The final matter I would like to raise is the question of blood transfusions. We are once again being told there is a quite critical difficulty in the blood supply. A constituent has written to me to say that the authorities refuse to take blood from gay people, an entire section of the population, because they suspect there is an increased risk of hepatitis, AIDS and so on, something that may or may not be true. In Britain, however, they do not have that prohibition but test the blood. It is therefore rather foolish of us to complain about a lack of blood resources, which are very necessary for operations and so on, yet reject a section of the population that might be prepared to volunteer such resources, simply because we do not apply the same systems they do on the neighbouring island.
Mr. Kitt: I support what Senator Brian Hayes has said regarding the jailing of five people from Mayo. As a large corporation, Shell has responsibilities other than its own corporate image. It should engage in talks regarding this project, which is very important to the west of Ireland. I fully support it, having met both sides in the argument.
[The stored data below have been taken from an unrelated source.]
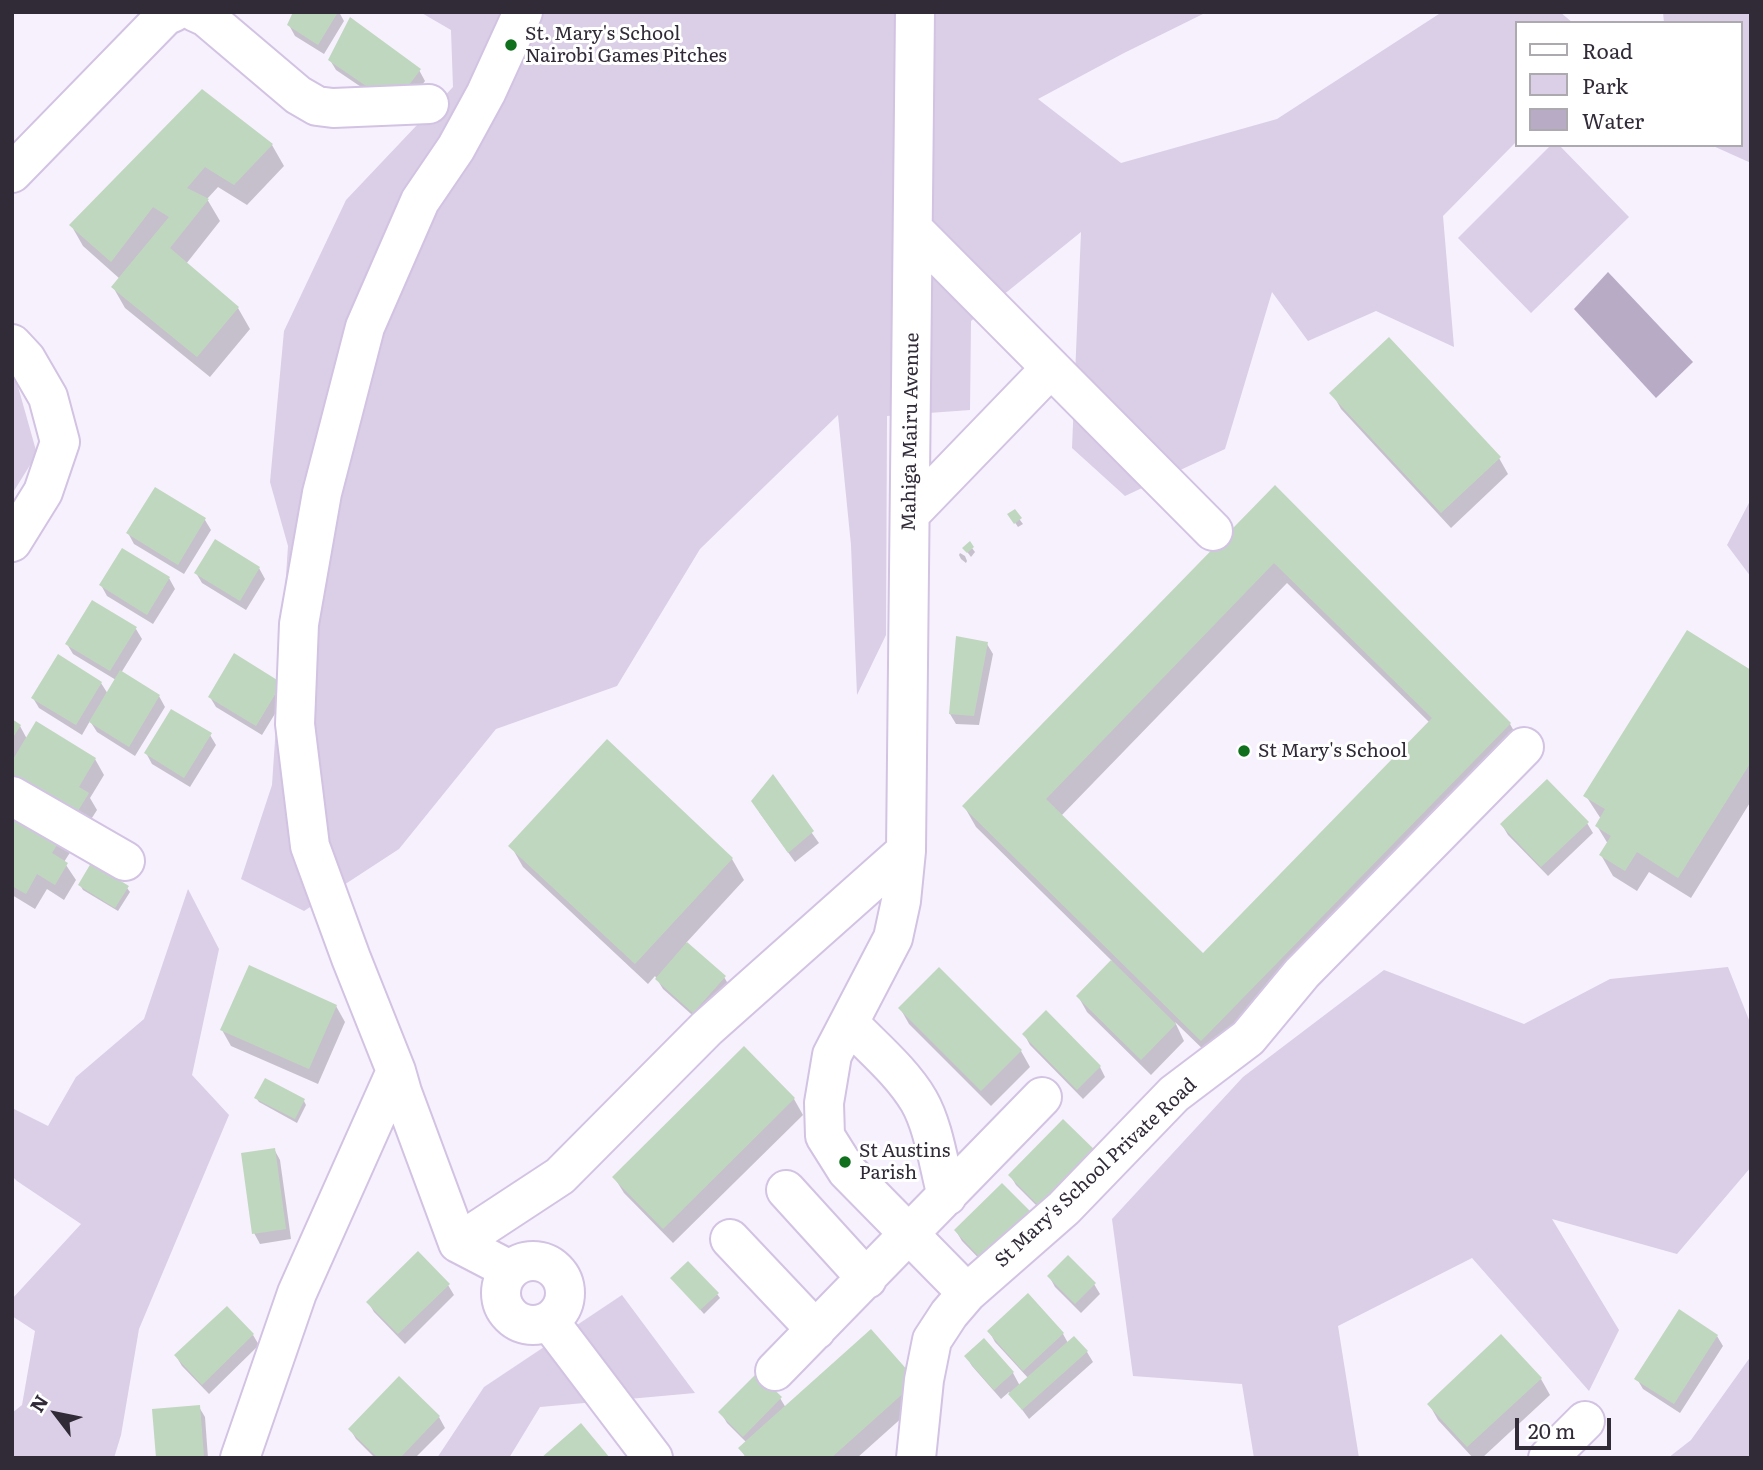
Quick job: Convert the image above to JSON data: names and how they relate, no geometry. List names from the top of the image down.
{
  "streets": {
    "street": ["Mahiga Mairu Avenue", "St Mary's School Private Road"]
  },
  "crossings": [
    ["Mahiga Mairu Avenue", "St Mary's School Private Road"]
  ],
  "places": ["St. Mary's School Nairobi Games Pitches", "St Mary's School", "St Austins Parish"],
  "legend": ["Road", "Park", "Water"],
  "scale_bar": "20 m",
  "north": "top left"
}
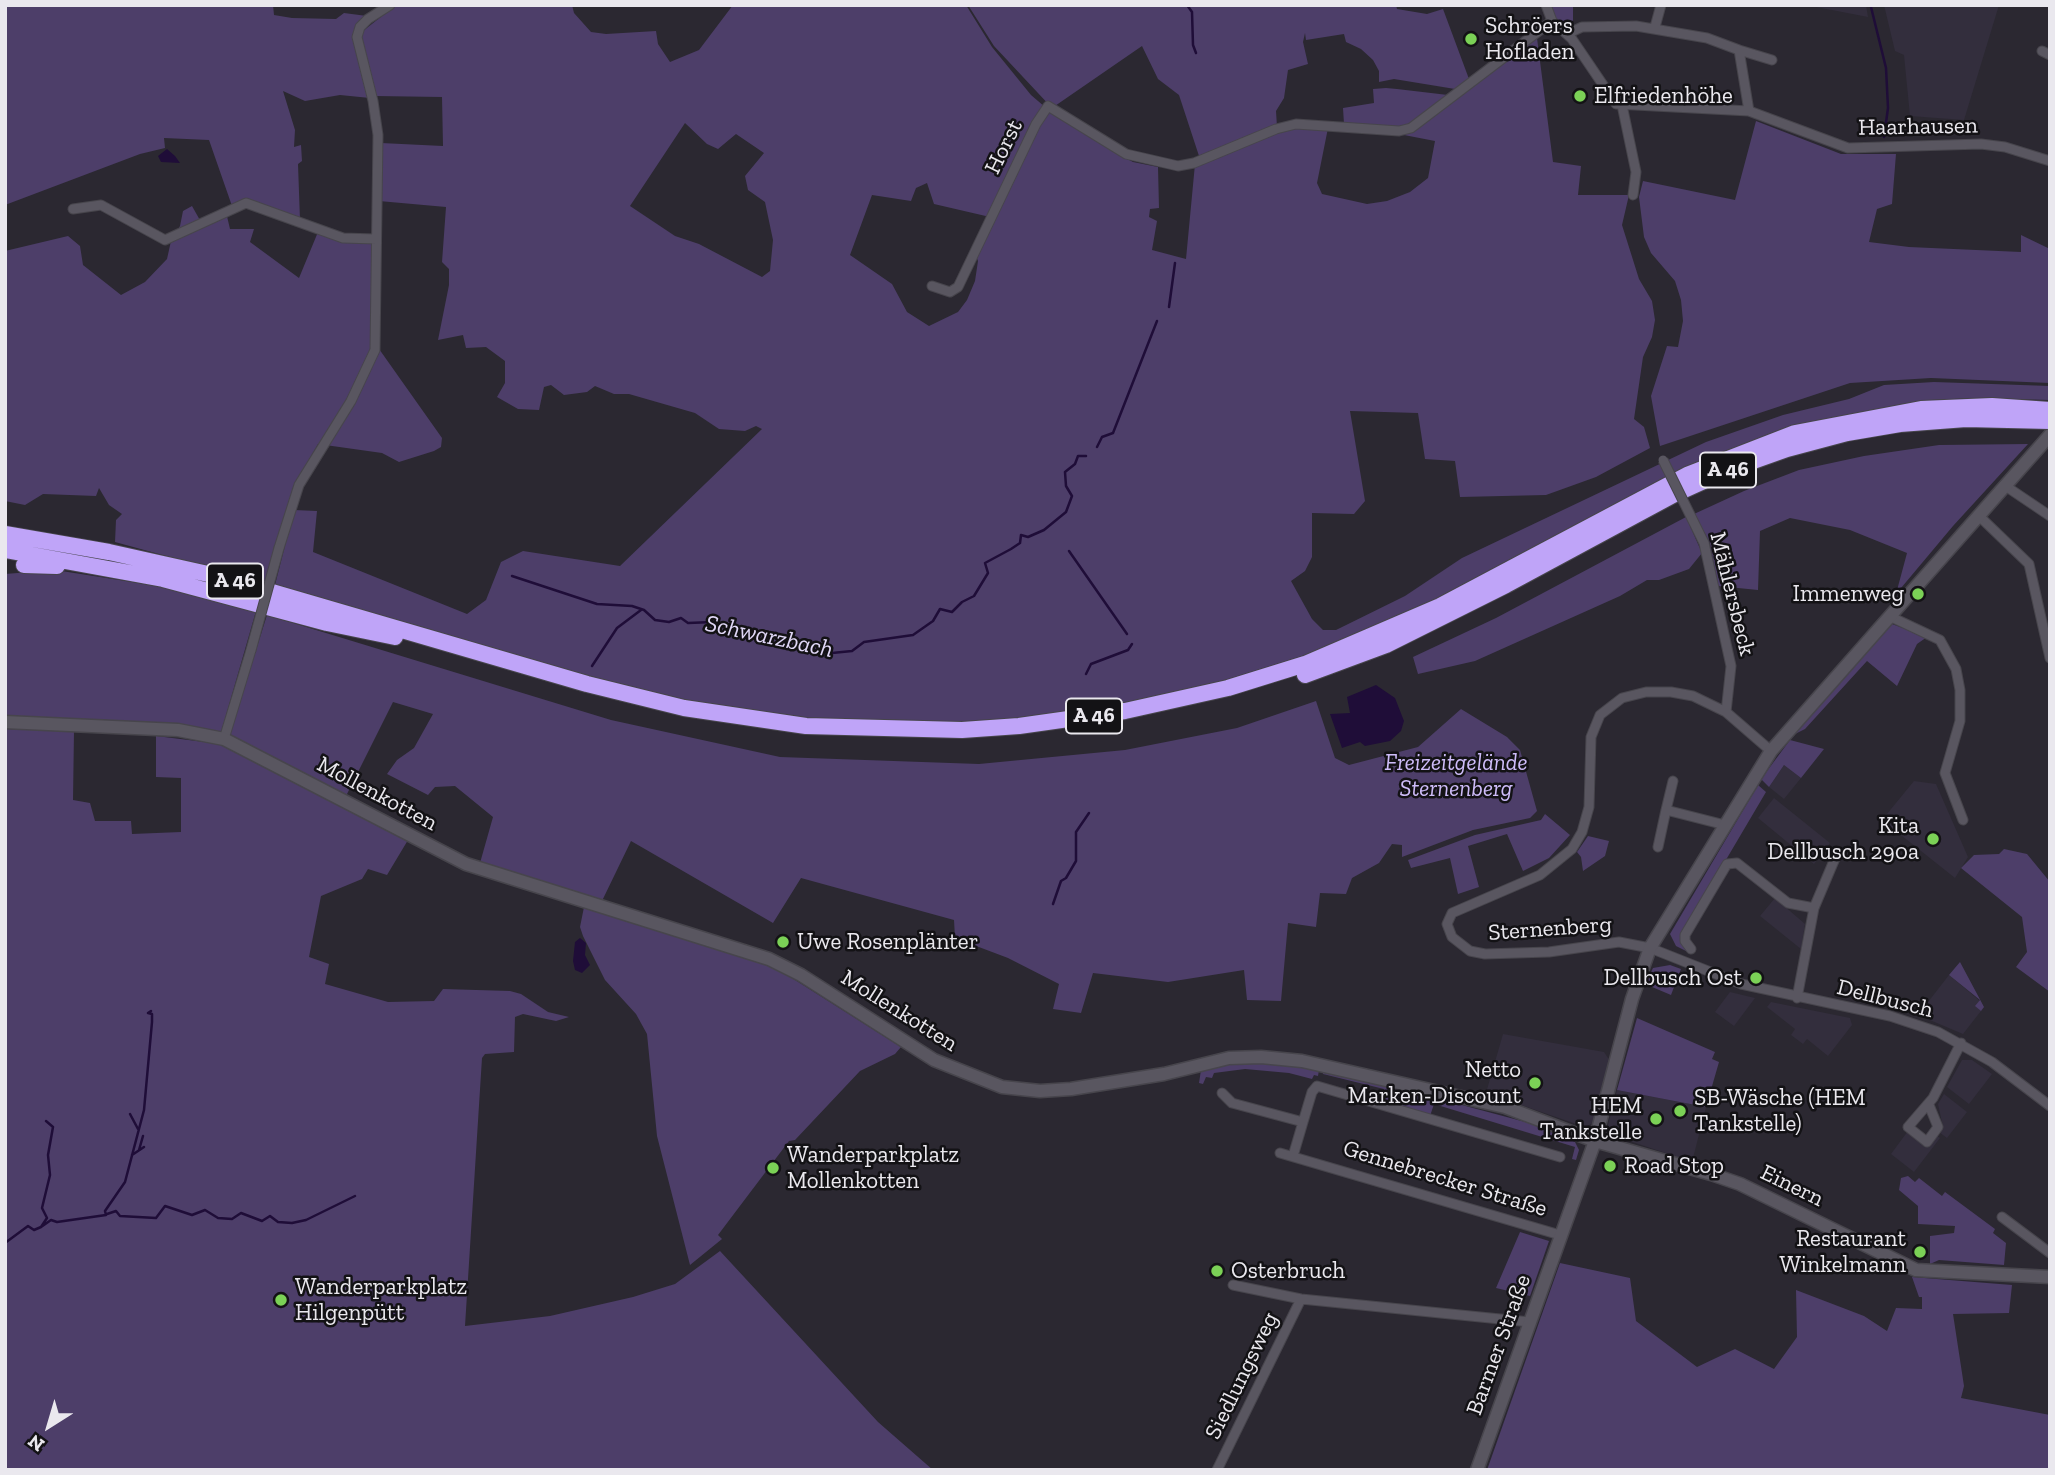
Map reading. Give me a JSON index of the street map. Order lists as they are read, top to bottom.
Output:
{
  "streets": {
    "highway": ["A 46"],
    "main road": [
      "Mollenkotten",
      "Gennebrecker Straße",
      "Einern",
      "Barmer Straße"
    ],
    "street": [
      "Haarhausen",
      "Horst",
      "Mählersbeck",
      "Sternenberg",
      "Dellbusch",
      "Siedlungsweg"
    ]
  },
  "crossings": [
    ["Mählersbeck", "Sternenberg"],
    ["Mollenkotten", "Gennebrecker Straße"],
    ["Mollenkotten", "Einern"],
    ["Sternenberg", "Dellbusch"],
    ["Sternenberg", "Gennebrecker Straße"],
    ["Dellbusch", "Gennebrecker Straße"],
    ["Gennebrecker Straße", "Einern"],
    ["Gennebrecker Straße", "Barmer Straße"],
    ["Barmer Straße", "Siedlungsweg"]
  ],
  "water": ["Schwarzbach"],
  "parks": ["Freizeitgelände Sternenberg"],
  "places": [
    "Schröers Hofladen",
    "Elfriedenhöhe",
    "Immenweg",
    "Kita Dellbusch 290a",
    "Uwe Rosenplänter",
    "Dellbusch Ost",
    "Netto Marken-Discount",
    "SB-Wäsche (HEM Tankstelle)",
    "HEM Tankstelle",
    "Road Stop",
    "Wanderparkplatz Mollenkotten",
    "Restaurant Winkelmann",
    "Osterbruch",
    "Wanderparkplatz Hilgenpütt"
  ],
  "north": "bottom left"
}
The debate on Sellafield has become more worrying with the report that there was an undetected leak at the plant for nine months. It started last July and was not discovered until April this year. The Minister for the Environment, Heritage and Local Government, Deputy Roche, has described the skills of management there as worthy of Homer Simpson, which is not fair to that character. I hope the Minister’s efforts to meet representatives of the British Government will succeed. I know from Senator Brady that the Joint Committee on the Environment, Heritage and Local Government is going to Sellafield in the autumn. I very much welcome that, but it is important the issue be pursued by the Minister. I am sure he has the support of this House. The incompetence of BNFL must be exposed, and in future it must not conceal information about leaks in the manner seen hitherto.
Mr. Coghlan: I second Senator O’Toole’s proposal regarding No. 14 on the Order Paper, the Official Languages (Amendment) Bill 2005. The House will recall that it voted down a stage payments Bill approximately a year ago. I accept the Senators opposite were under instructions and agreed with it. However, the Minister stated it was anti-consumer and that he would, within six months or so, introduce his own measure. As we know, first-time buyers are now being discriminated against. They cannot secure their stamp duty relief until after completion, and as we know, they have incurred significant site and other development costs. This is discriminatory. Not alone is this anti-consumer; it is total discrimination, and I would like to give notice of our intention to reintroduce that Bill if the Minister does not act promptly in accordance with his undertaking given to this House.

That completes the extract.